ArchiveTeam / ArchiveBot

ArchiveBot, an IRC bot for archiving websites
http://www.archiveteam.org/index.php?title=ArchiveBot
MIT License
359 stars 71 forks source link

Detect when nodes are banned from certain sites #173

Open hannahwhy opened 9 years ago

hannahwhy commented 9 years ago

People have shoved enough stuff through ArchiveBot that we're now running into a problem where certain high-usage fetch nodes are being banned from large website providers. One of them appears to be banned from all Squarespace sites.

There's a similar problem with nodes that are started on heavily filtered networks. There's some protection against this with the CheckIP task, but we can't cover all the bases there. For example, we had a node in Singapore that would have been unable to grab anything that fell under the censorship list of the Singapore Media Development Authority.

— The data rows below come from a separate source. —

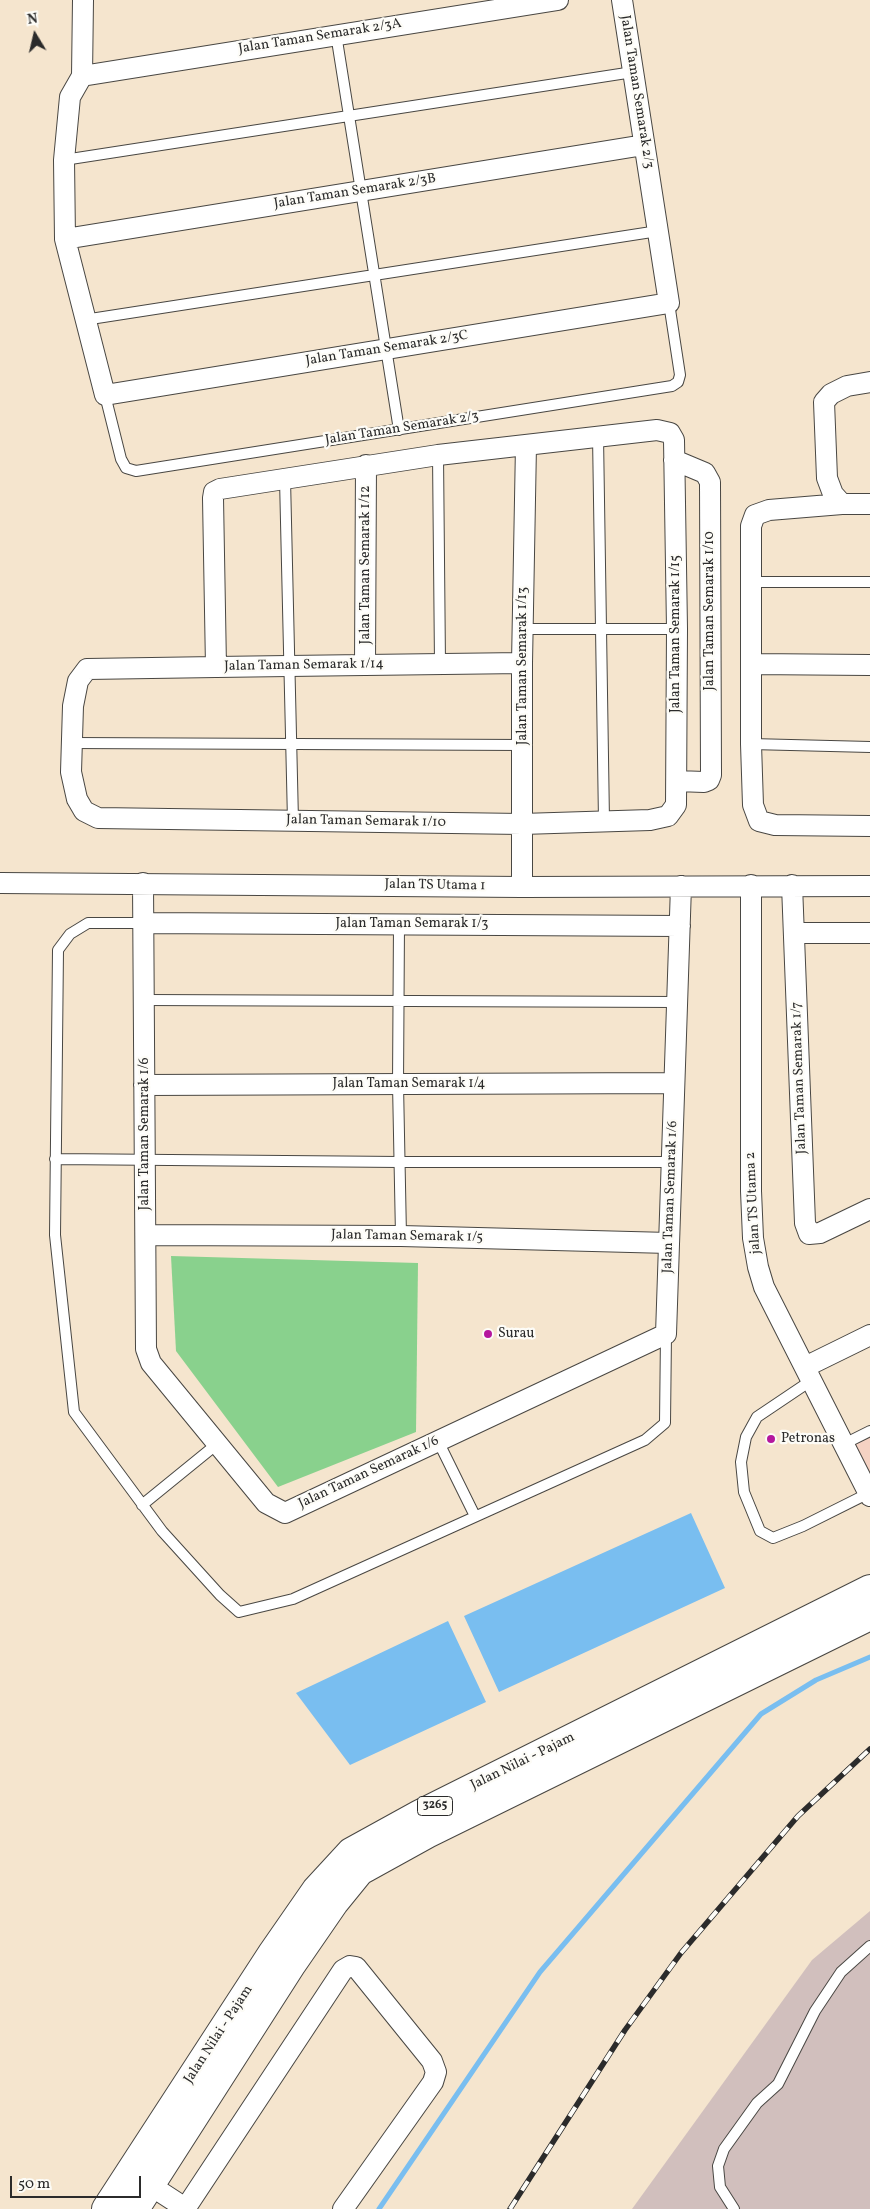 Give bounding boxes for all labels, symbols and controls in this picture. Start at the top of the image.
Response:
north arrow [10,10,60,60]
text: N [26,10,39,30]
street label: Jalan Taman Semarak 2/3 [616,14,656,170]
street label: Jalan Taman Semarak 2/3A [237,16,403,58]
street label: Jalan Taman Semarak 2/3B [273,171,437,213]
street label: Jalan Taman Semarak 2/3C [305,328,469,370]
street label: Jalan Taman Semarak 2/3 [324,409,480,449]
street label: Jalan Taman Semarak 1/12 [358,486,374,644]
street label: Jalan Taman Semarak 1/10 [702,531,718,691]
street label: Jalan Taman Semarak 1/15 [668,555,684,713]
street label: Jalan Taman Semarak 1/13 [515,587,531,745]
street label: Jalan Taman Semarak 1/14 [224,656,384,676]
street label: Jalan Taman Semarak 1/10 [286,812,446,832]
street label: Jalan TS Utama 1 [384,877,486,895]
street label: Jalan Taman Semarak 1/3 [335,916,489,932]
street label: Jalan Taman Semarak 1/7 [789,1001,811,1155]
street label: Jalan Taman Semarak 1/6 [137,1058,153,1210]
street label: Jalan Taman Semarak 1/4 [333,1076,485,1092]
street label: Jalan Taman Semarak 1/6 [660,1120,682,1274]
street label: jalan TS Utama 2 [743,1151,765,1255]
street label: Jalan Taman Semarak 1/5 [331,1227,483,1247]
place label: Surau [498,1326,534,1342]
marker: Surau [482,1328,494,1340]
place label: Petronas [781,1431,835,1447]
street label: Jalan Taman Semarak 1/6 [296,1433,442,1513]
marker: Petronas [765,1433,777,1445]
street label: Jalan Nilai - Pajam [468,1730,578,1794]
road number: 3265 [418,1796,452,1815]
street label: Jalan Nilai - Pajam [181,1983,257,2087]
scale bar [12,2166,144,2198]
text: 50 m [18,2174,50,2195] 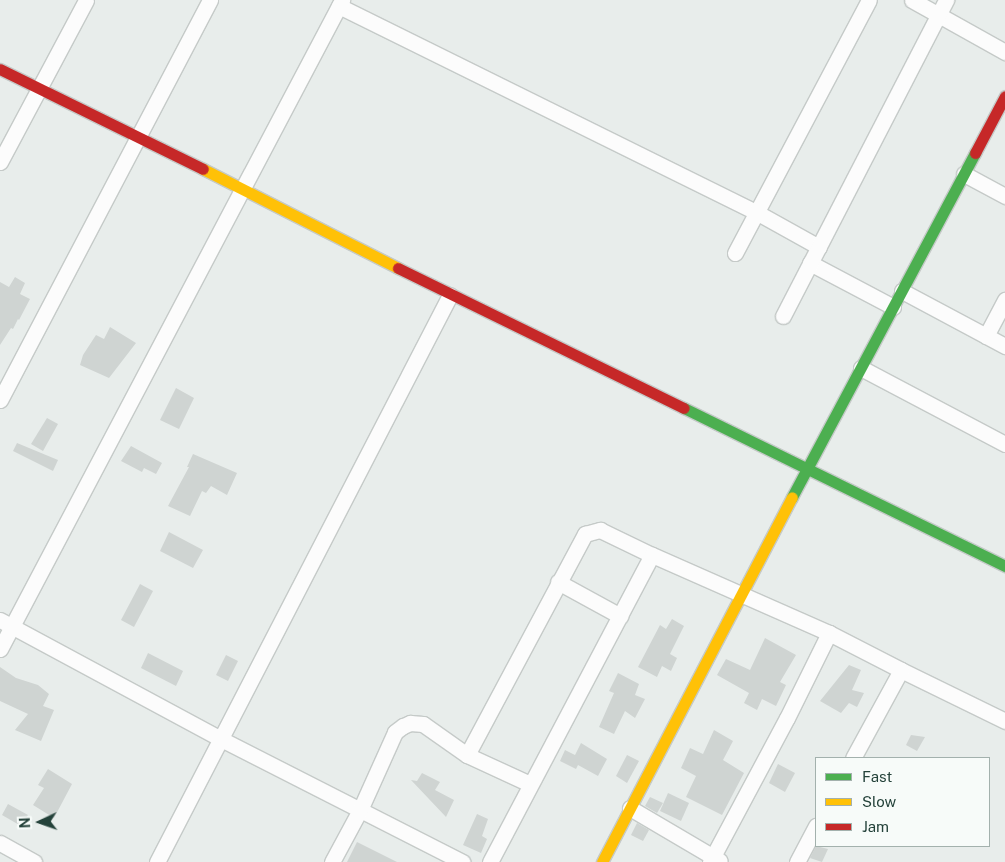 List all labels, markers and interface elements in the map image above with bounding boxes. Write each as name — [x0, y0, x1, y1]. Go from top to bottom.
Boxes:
legend — [815, 757, 990, 847]
text: Fast — [862, 768, 892, 785]
text: Slow — [862, 793, 896, 810]
north arrow — [15, 797, 65, 847]
text: N — [17, 817, 33, 829]
text: Jam — [862, 818, 889, 835] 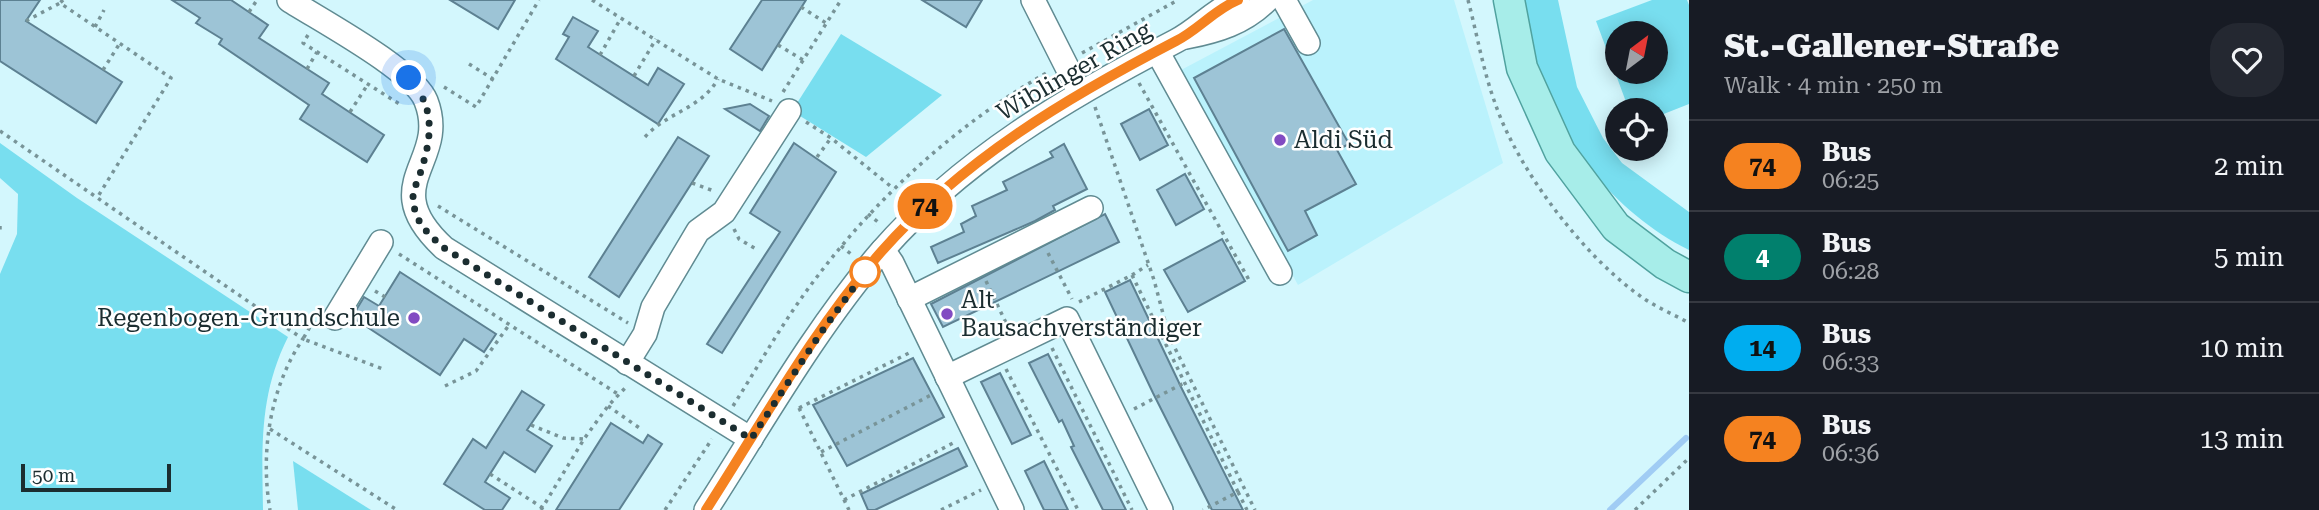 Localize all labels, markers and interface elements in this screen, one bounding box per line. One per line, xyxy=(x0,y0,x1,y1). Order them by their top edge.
street label: Wiblinger Ring xyxy=(992,15,1156,127)
north arrow xyxy=(1605,21,1668,84)
map controls xyxy=(1605,21,1668,161)
button: heart xyxy=(2210,23,2284,97)
text: St.-Gallener-Straße xyxy=(1724,26,2059,65)
your location xyxy=(391,60,426,95)
text: Walk · 4 min · 250 m xyxy=(1724,72,1943,99)
button: locate xyxy=(1605,98,1668,161)
place label: Aldi Süd xyxy=(1294,126,1393,154)
marker: Aldi Süd xyxy=(1272,132,1288,148)
text: Bus xyxy=(1822,137,1871,167)
text: 2 min xyxy=(2214,151,2284,181)
text: 74 xyxy=(1749,152,1776,180)
text: 06:25 xyxy=(1822,167,1879,194)
line badge: 74 xyxy=(894,183,956,229)
text: 74 xyxy=(912,192,938,220)
text: Bus xyxy=(1822,228,1871,258)
text: 5 min xyxy=(2214,242,2284,272)
text: 4 xyxy=(1756,243,1769,271)
unlabelled marker xyxy=(850,257,880,287)
text: 06:28 xyxy=(1822,258,1879,285)
place label: Alt Bausachverständiger xyxy=(961,286,1202,342)
place label: Regenbogen-Grundschule xyxy=(97,304,400,332)
marker: Alt Bausachverständiger xyxy=(939,306,955,322)
marker: Regenbogen-Grundschule xyxy=(406,310,422,326)
text: Bus xyxy=(1822,319,1871,349)
text: 10 min xyxy=(2200,333,2284,363)
text: 14 xyxy=(1749,334,1776,362)
text: 06:33 xyxy=(1822,349,1879,376)
text: Bus xyxy=(1822,410,1871,440)
text: 13 min xyxy=(2200,424,2284,454)
text: 74 xyxy=(1749,425,1776,453)
text: 06:36 xyxy=(1822,440,1879,467)
scale bar xyxy=(21,461,172,493)
text: 50 m xyxy=(32,464,75,487) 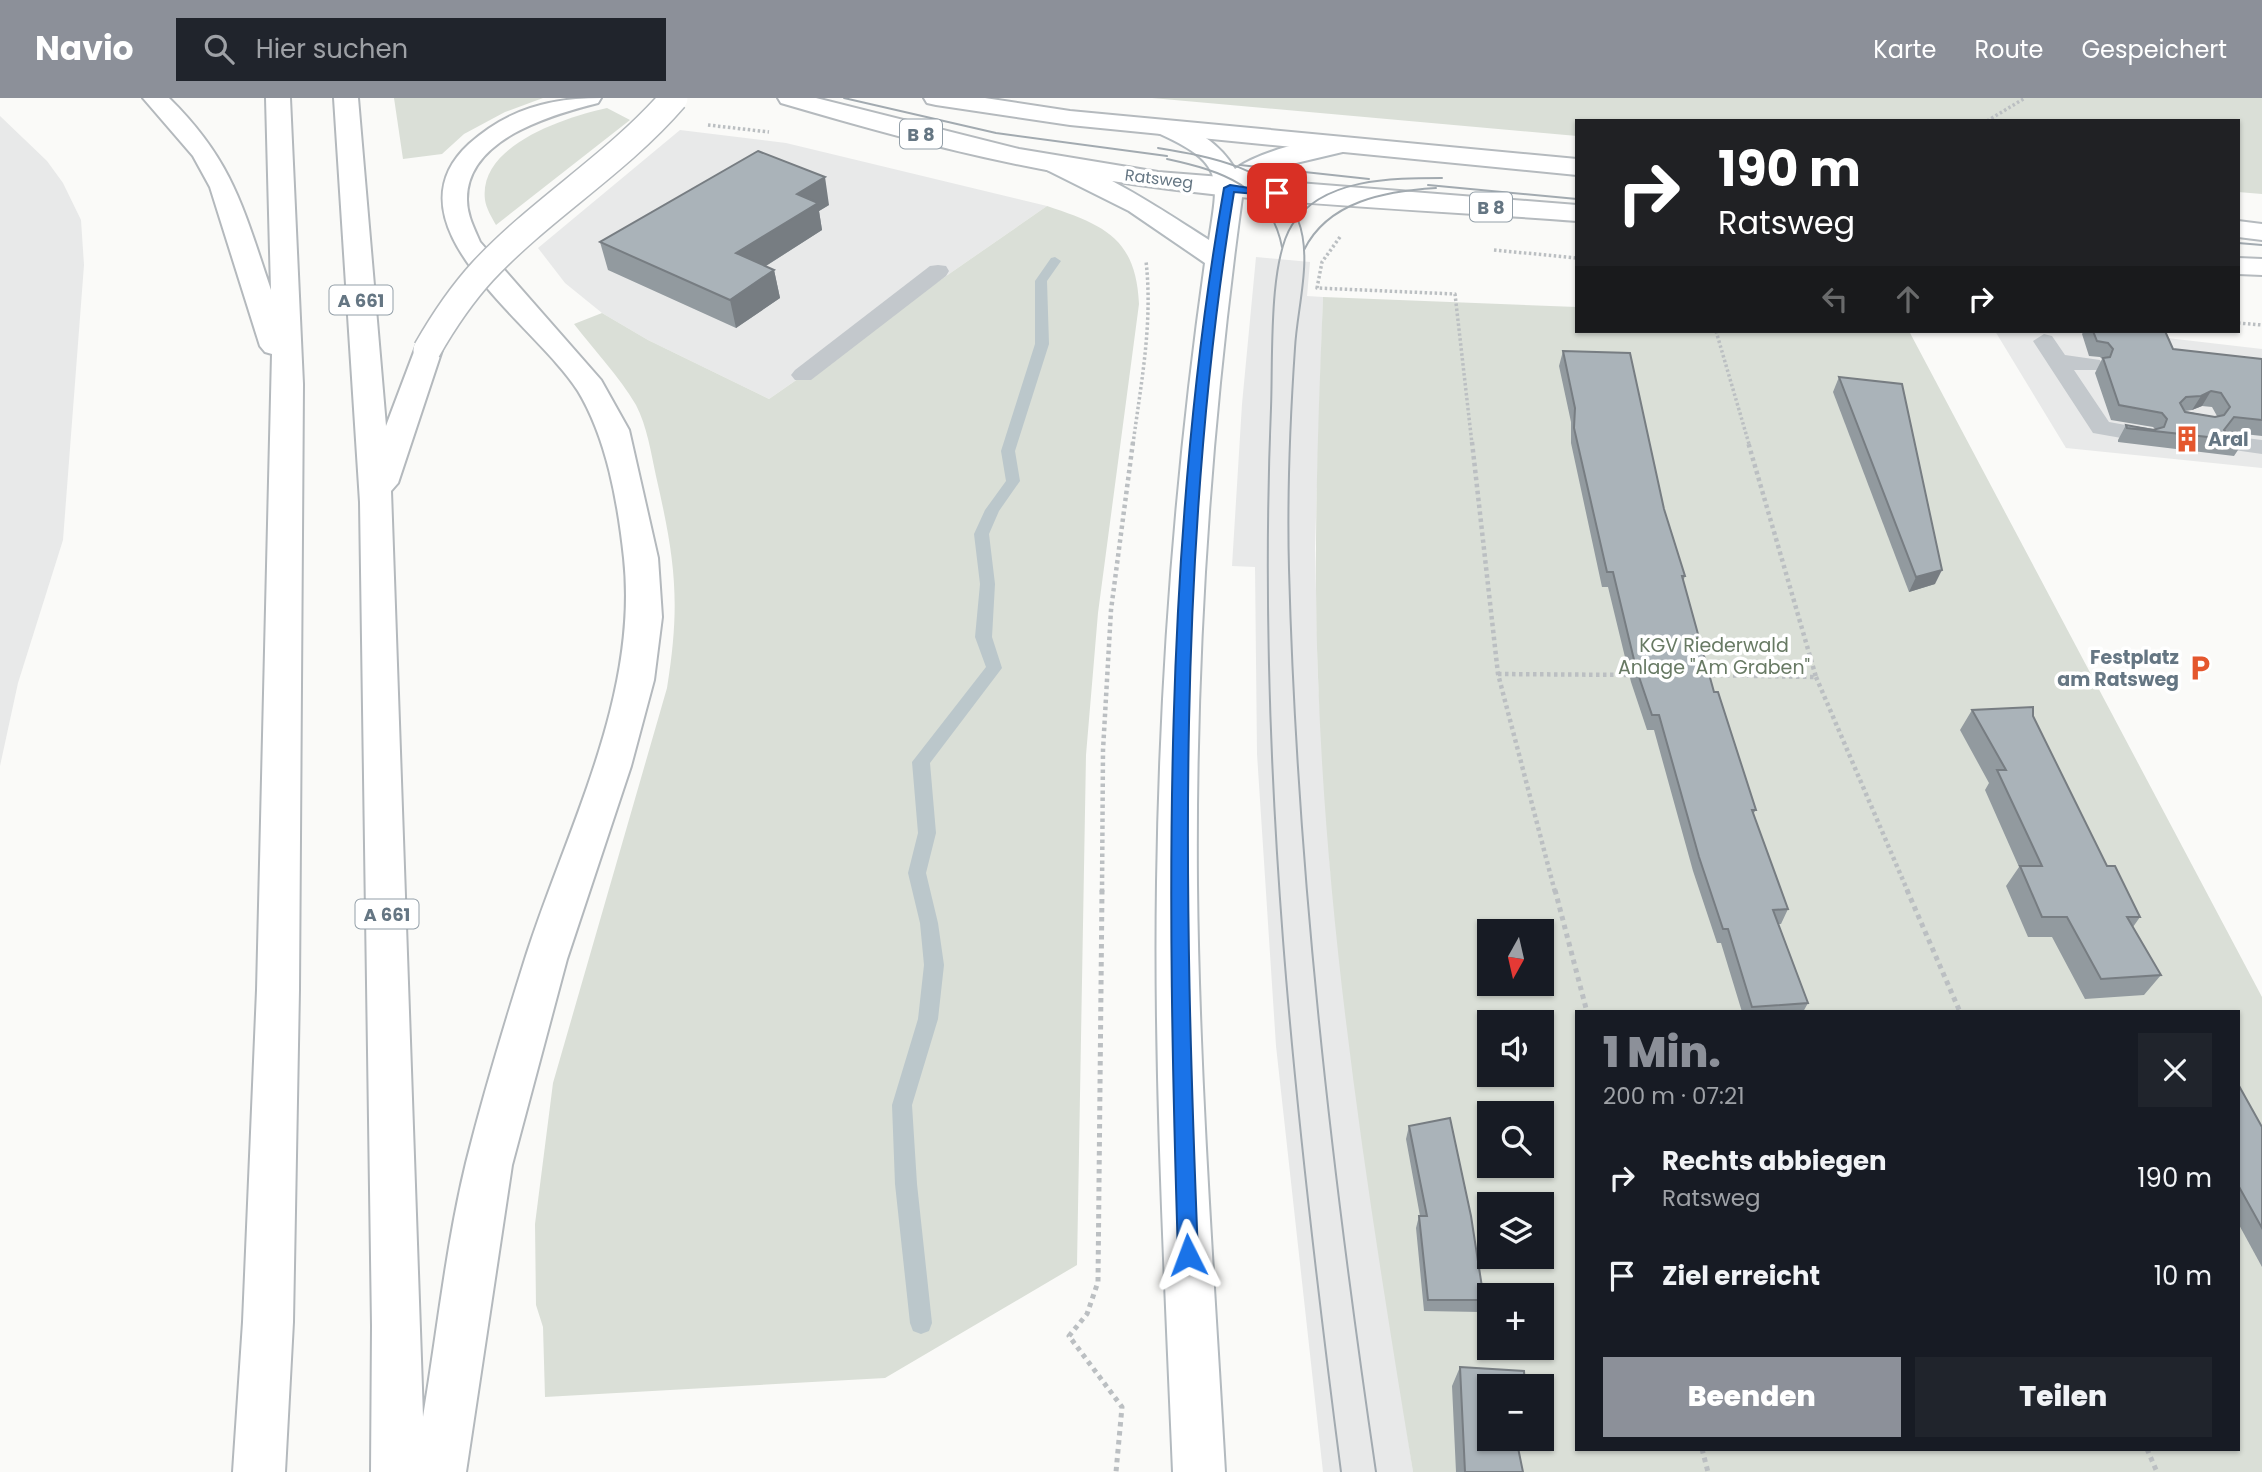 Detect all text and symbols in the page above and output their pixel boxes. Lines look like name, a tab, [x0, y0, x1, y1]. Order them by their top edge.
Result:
search box	[176, 18, 666, 81]
text: Navio	[35, 25, 134, 72]
icon: search	[200, 30, 238, 68]
text: Hier suchen	[256, 31, 408, 67]
text: Karte	[1873, 33, 1936, 66]
text: Route	[1974, 33, 2043, 66]
text: Gespeichert	[2081, 33, 2227, 66]
road number: B 8	[900, 120, 942, 149]
text: 190 m	[1718, 135, 1861, 203]
icon: right	[1603, 147, 1694, 238]
street label: Ratsweg	[1124, 163, 1194, 195]
pin	[1247, 163, 1307, 223]
icon: arrive	[1258, 174, 1296, 212]
road number: B 8	[1470, 192, 1512, 222]
text: Ratsweg	[1718, 200, 1855, 245]
icon: left	[1816, 280, 1854, 318]
icon: ahead	[1889, 280, 1927, 318]
icon: right	[1962, 280, 2000, 318]
road number: A 661	[330, 286, 392, 314]
building icon: Aral	[2172, 424, 2202, 454]
place label: Aral	[2208, 426, 2249, 453]
park label: KGV Riederwald Anlage "Am Graben"	[1618, 632, 1810, 681]
place label: Festplatz am Ratsweg	[2057, 644, 2179, 693]
parking icon: Festplatz am Ratsweg	[2185, 653, 2215, 683]
road number: A 661	[356, 900, 418, 928]
north arrow	[1477, 919, 1554, 996]
map controls	[1477, 919, 1554, 1451]
button: sound	[1477, 1010, 1554, 1087]
text: 1 Min.	[1603, 1023, 1721, 1082]
button: close	[2138, 1033, 2212, 1107]
text: 200 m · 07:21	[1603, 1080, 1745, 1112]
button: search	[1477, 1101, 1554, 1178]
text: Rechts abbiegen	[1662, 1143, 1887, 1179]
icon: right	[1603, 1159, 1641, 1197]
text: 190 m	[2137, 1160, 2212, 1196]
text: Ratsweg	[1662, 1182, 1761, 1214]
button: layers	[1477, 1192, 1554, 1269]
position arrow	[1151, 1218, 1225, 1292]
icon: arrive	[1603, 1257, 1641, 1295]
text: Ziel erreicht	[1662, 1258, 1820, 1294]
text: 10 m	[2154, 1258, 2212, 1294]
button: +	[1477, 1283, 1554, 1360]
button: Beenden	[1603, 1357, 1901, 1437]
button: Teilen	[1915, 1357, 2212, 1437]
button: −	[1477, 1374, 1554, 1451]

It would be nice to identify when it looks like a node cannot complete a job due to these conditions and send out an alert. With suspend/resume it would then be possible to move that job to a different node.

hannahwhy commented 9 years ago

One way to do this might be to start jobs on multiple pipelines on (e.g.) different ASes, but the current job dequeuing setup doesn't allow that.

Perhaps some sort of prefetch check task might work: if the first few responses are 4xx or network timeouts, the job is failed and put back into the queue.